- **Goal of the exercise**: Write down nothing except how many lines in the entries contain "name".

[Stored entries]
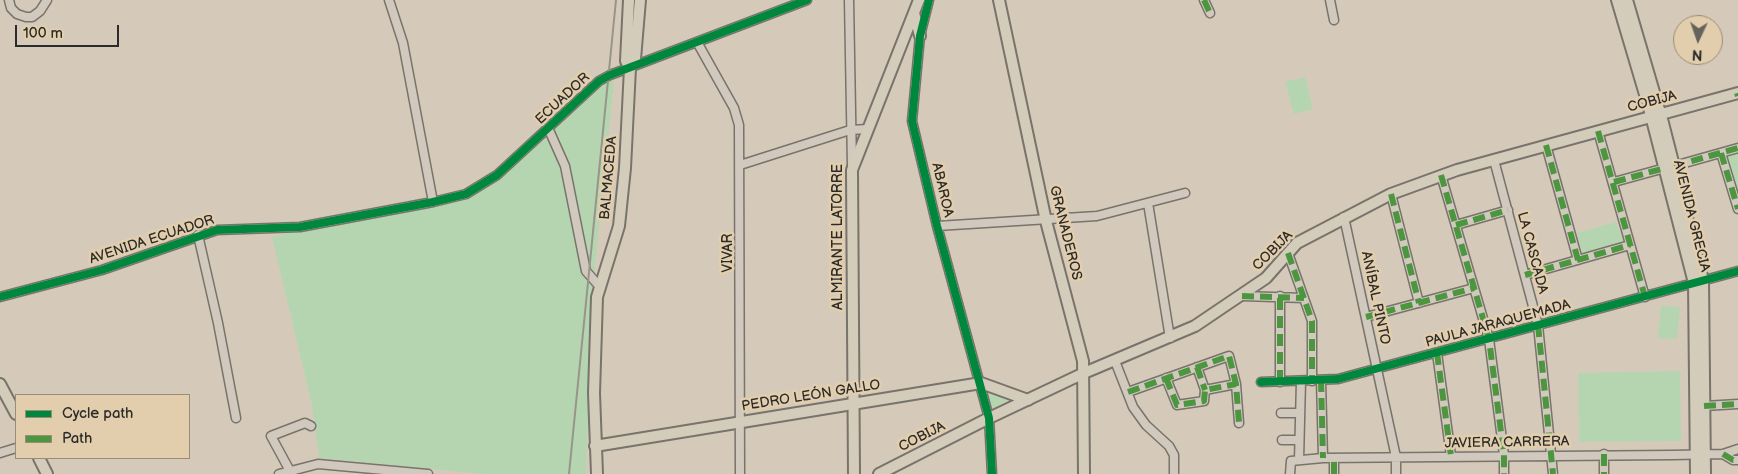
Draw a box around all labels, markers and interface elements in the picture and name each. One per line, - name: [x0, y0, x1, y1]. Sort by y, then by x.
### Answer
- scale bar: [18, 15, 121, 47]
- north arrow: [1673, 15, 1723, 65]
- text: 100 m: [23, 24, 63, 43]
- text: N: [1692, 46, 1703, 63]
- street label: ECUADOR: [532, 70, 594, 128]
- street label: COBIJA: [1626, 87, 1678, 117]
- street label: BALMACEDA: [597, 135, 621, 221]
- street label: AVENIDA GRECIA: [1669, 158, 1713, 274]
- street label: ABAROA: [928, 161, 956, 219]
- street label: ALMIRANTE LATORRE: [830, 164, 846, 310]
- street label: GRANADEROS: [1045, 184, 1085, 282]
- street label: LA CASCADA: [1513, 210, 1551, 296]
- street label: AVENIDA ECUADOR: [87, 212, 217, 268]
- street label: COBIJA: [1249, 227, 1297, 275]
- street label: VIVAR: [720, 233, 736, 273]
- street label: ANÍBAL PINTO: [1357, 250, 1393, 346]
- street label: PAULA JARAQUEMADA: [1424, 297, 1572, 351]
- street label: PEDRO LEÓN GALLO: [740, 377, 882, 415]
- legend: [15, 394, 190, 459]
- text: Cycle path: [62, 404, 133, 423]
- street label: COBIJA: [896, 418, 948, 456]
- text: Path: [62, 429, 92, 448]
- street label: JAVIERA CARRERA: [1445, 434, 1569, 452]

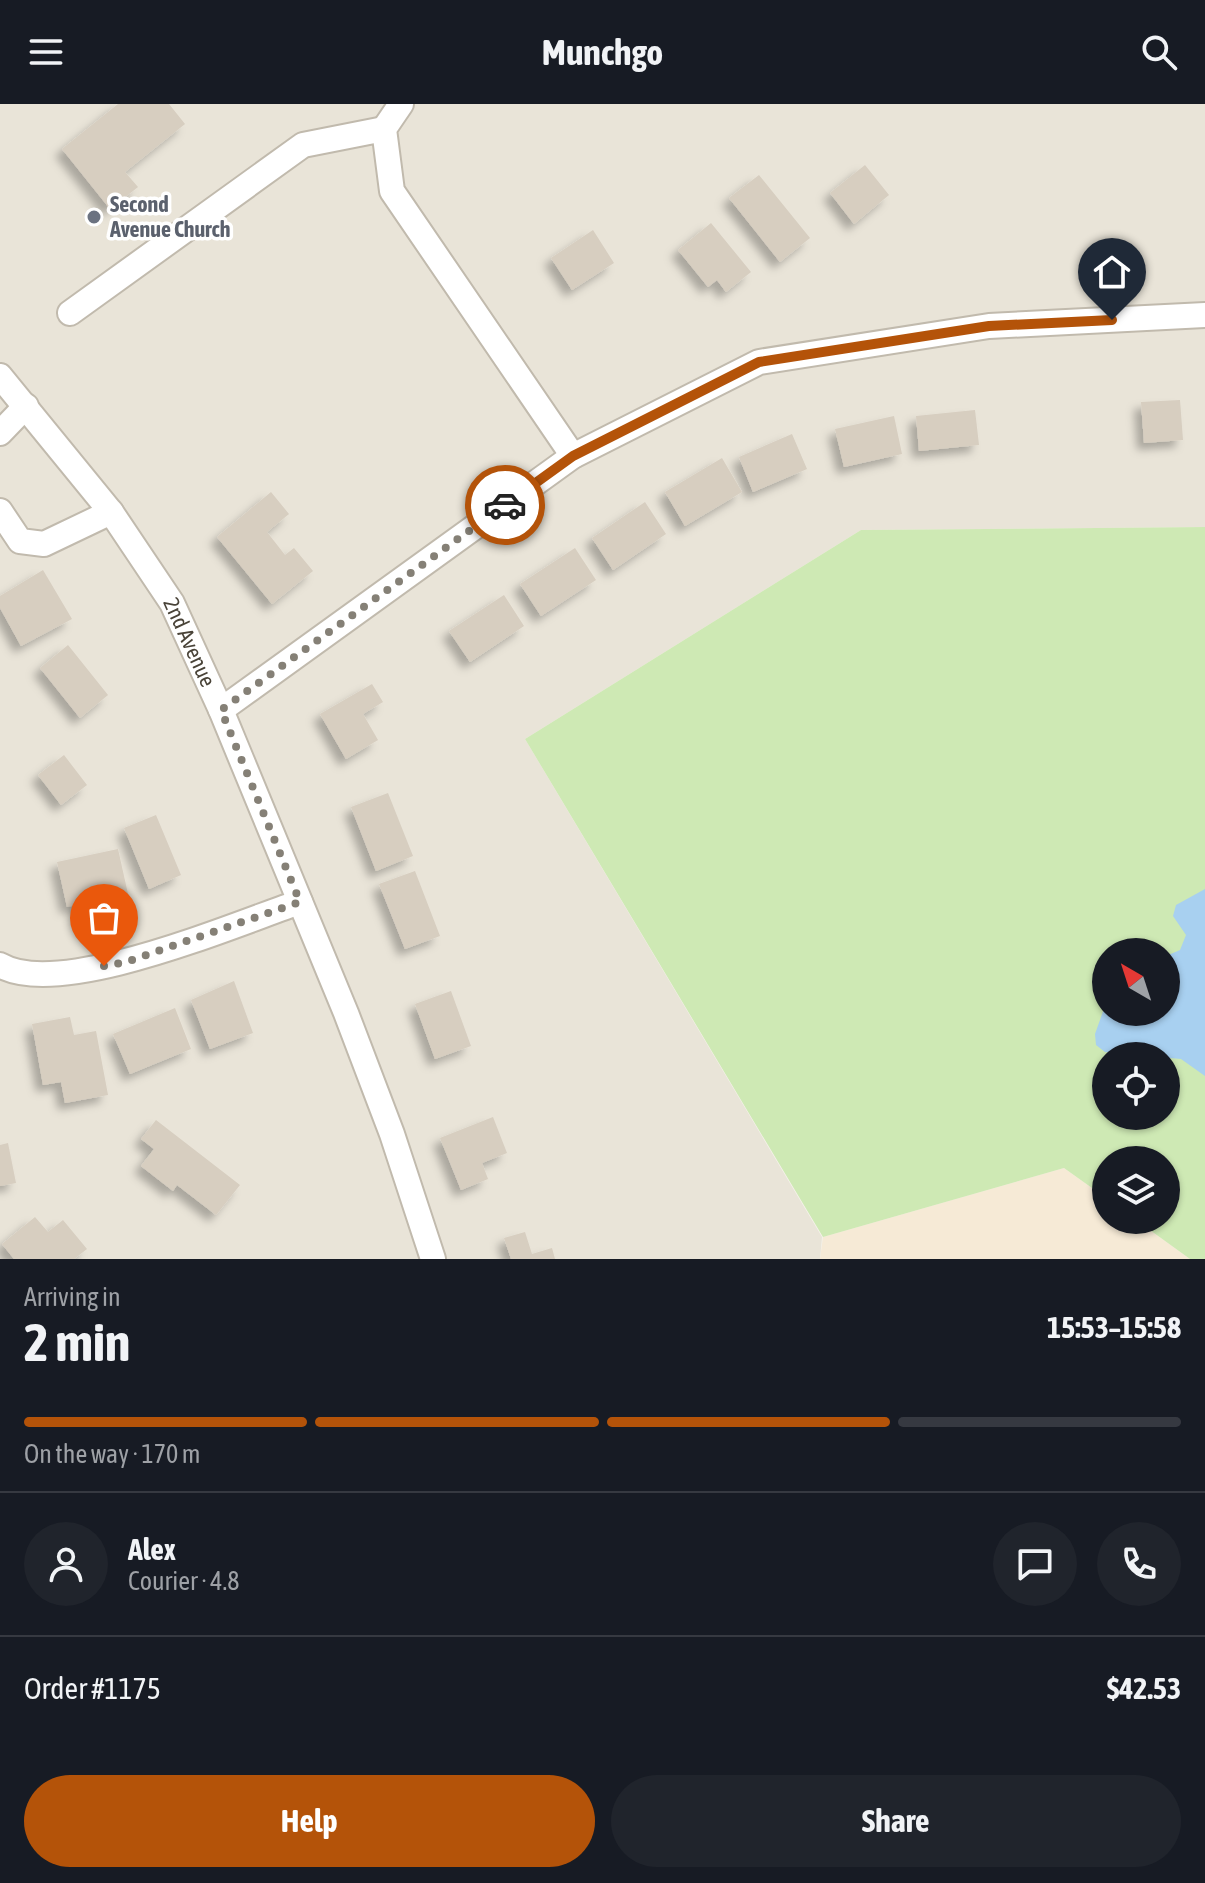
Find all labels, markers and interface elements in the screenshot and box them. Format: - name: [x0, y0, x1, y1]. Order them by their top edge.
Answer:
- icon: menu: [24, 30, 68, 74]
- icon: search: [1137, 30, 1181, 74]
- text: Munchgo: [542, 31, 663, 73]
- place label: Second Avenue Church: [109, 191, 230, 242]
- marker: Second Avenue Church: [85, 208, 103, 226]
- pin: [1078, 238, 1146, 320]
- icon: home: [1090, 250, 1134, 294]
- courier: [465, 465, 545, 545]
- icon: car: [483, 483, 527, 527]
- street label: 2nd Avenue: [158, 593, 222, 691]
- pin: [70, 884, 138, 966]
- icon: bag: [82, 896, 126, 940]
- north arrow: [1092, 938, 1180, 1026]
- map controls: [1092, 938, 1180, 1234]
- button: locate: [1092, 1042, 1180, 1130]
- button: layers: [1092, 1146, 1180, 1234]
- text: Arriving in: [24, 1282, 121, 1312]
- text: 15:53–15:58: [1047, 1310, 1181, 1344]
- text: 2 min: [24, 1312, 130, 1372]
- text: On the way · 170 m: [24, 1439, 201, 1469]
- button: person: [24, 1522, 108, 1606]
- button: chat: [993, 1522, 1077, 1606]
- button: phone: [1097, 1522, 1181, 1606]
- text: Alex: [128, 1532, 176, 1566]
- text: Courier · 4.8: [128, 1566, 239, 1596]
- text: Order #1175: [24, 1671, 161, 1705]
- text: $42.53: [1107, 1671, 1181, 1705]
- button: Help: [24, 1775, 595, 1867]
- button: Share: [611, 1775, 1181, 1867]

- **Answer to this task**: 2